→ Work instruction
An exact, complete copy of the entries is needed, with the pictures left out.

*** Record extracts Section Begins ***

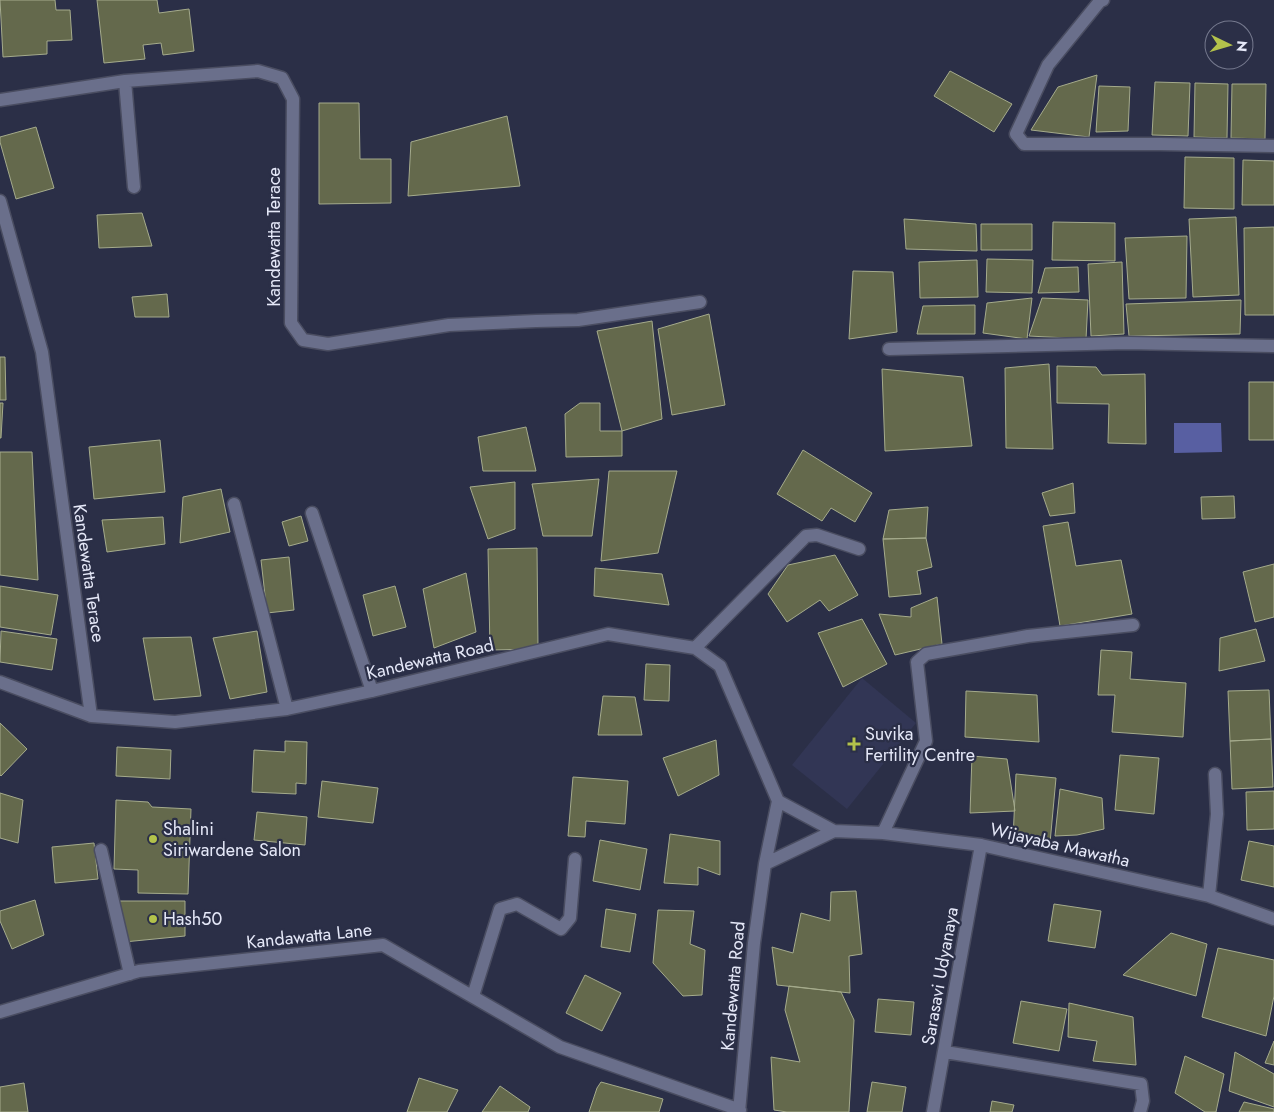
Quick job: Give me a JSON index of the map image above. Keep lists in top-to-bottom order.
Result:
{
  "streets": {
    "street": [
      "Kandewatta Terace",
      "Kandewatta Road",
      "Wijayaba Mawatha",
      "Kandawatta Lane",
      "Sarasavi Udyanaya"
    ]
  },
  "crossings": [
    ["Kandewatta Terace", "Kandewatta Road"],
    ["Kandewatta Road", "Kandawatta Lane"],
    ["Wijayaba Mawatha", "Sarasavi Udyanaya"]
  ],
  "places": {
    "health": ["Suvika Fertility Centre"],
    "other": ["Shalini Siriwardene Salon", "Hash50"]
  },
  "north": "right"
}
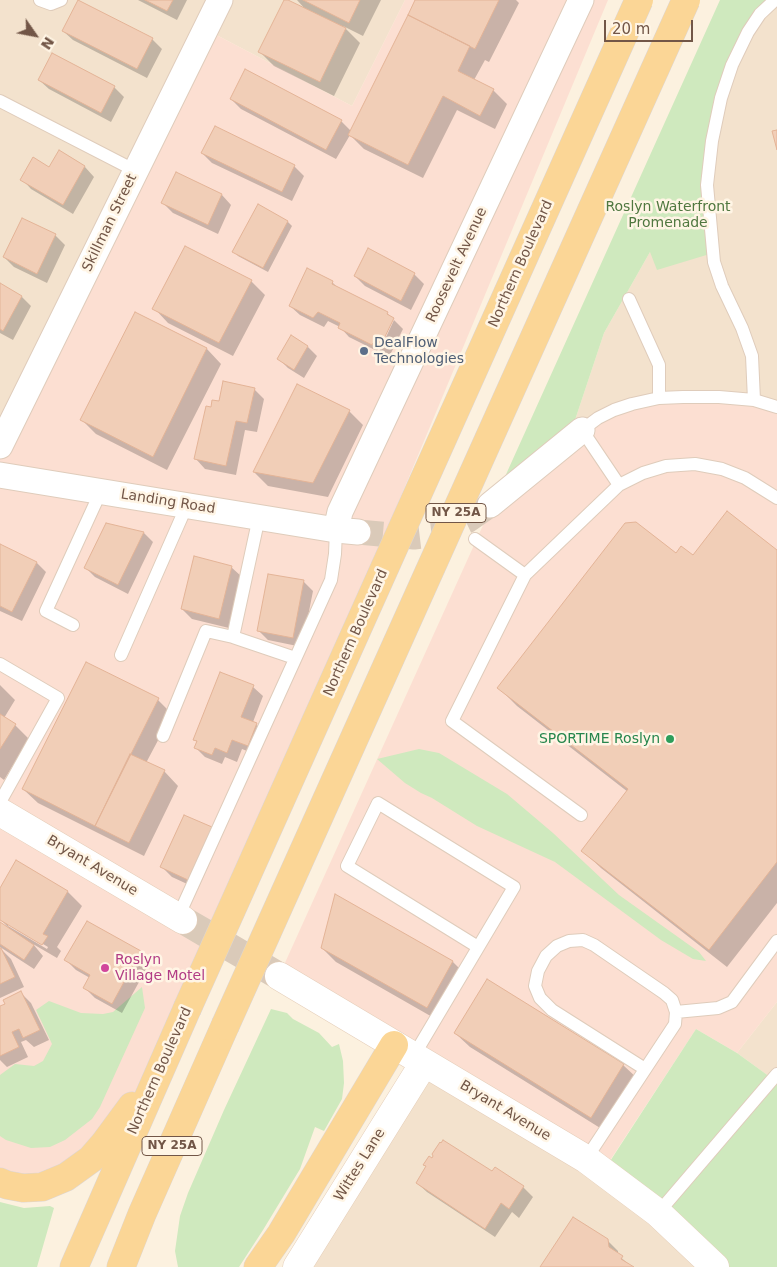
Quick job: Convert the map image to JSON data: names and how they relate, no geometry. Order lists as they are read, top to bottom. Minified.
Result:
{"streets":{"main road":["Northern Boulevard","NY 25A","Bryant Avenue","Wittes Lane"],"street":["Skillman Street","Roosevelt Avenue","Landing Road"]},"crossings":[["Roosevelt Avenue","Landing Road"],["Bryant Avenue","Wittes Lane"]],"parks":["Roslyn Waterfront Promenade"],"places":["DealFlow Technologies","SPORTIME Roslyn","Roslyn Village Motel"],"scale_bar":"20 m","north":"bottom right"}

*** Record extracts Section Ends ***

→ Solution
Quick job: Give me a JSON index of the map image above. Keep lists in top-to-bottom order.
Result:
{
  "streets": {
    "street": [
      "Kandewatta Terace",
      "Kandewatta Road",
      "Wijayaba Mawatha",
      "Kandawatta Lane",
      "Sarasavi Udyanaya"
    ]
  },
  "crossings": [
    ["Kandewatta Terace", "Kandewatta Road"],
    ["Kandewatta Road", "Kandawatta Lane"],
    ["Wijayaba Mawatha", "Sarasavi Udyanaya"]
  ],
  "places": {
    "health": ["Suvika Fertility Centre"],
    "other": ["Shalini Siriwardene Salon", "Hash50"]
  },
  "north": "right"
}
Quick job: Convert the map image to JSON data: names and how they relate, no geometry. Order lists as they are read, top to bottom. Minified.
Result:
{"streets":{"main road":["Northern Boulevard","NY 25A","Bryant Avenue","Wittes Lane"],"street":["Skillman Street","Roosevelt Avenue","Landing Road"]},"crossings":[["Roosevelt Avenue","Landing Road"],["Bryant Avenue","Wittes Lane"]],"parks":["Roslyn Waterfront Promenade"],"places":["DealFlow Technologies","SPORTIME Roslyn","Roslyn Village Motel"],"scale_bar":"20 m","north":"bottom right"}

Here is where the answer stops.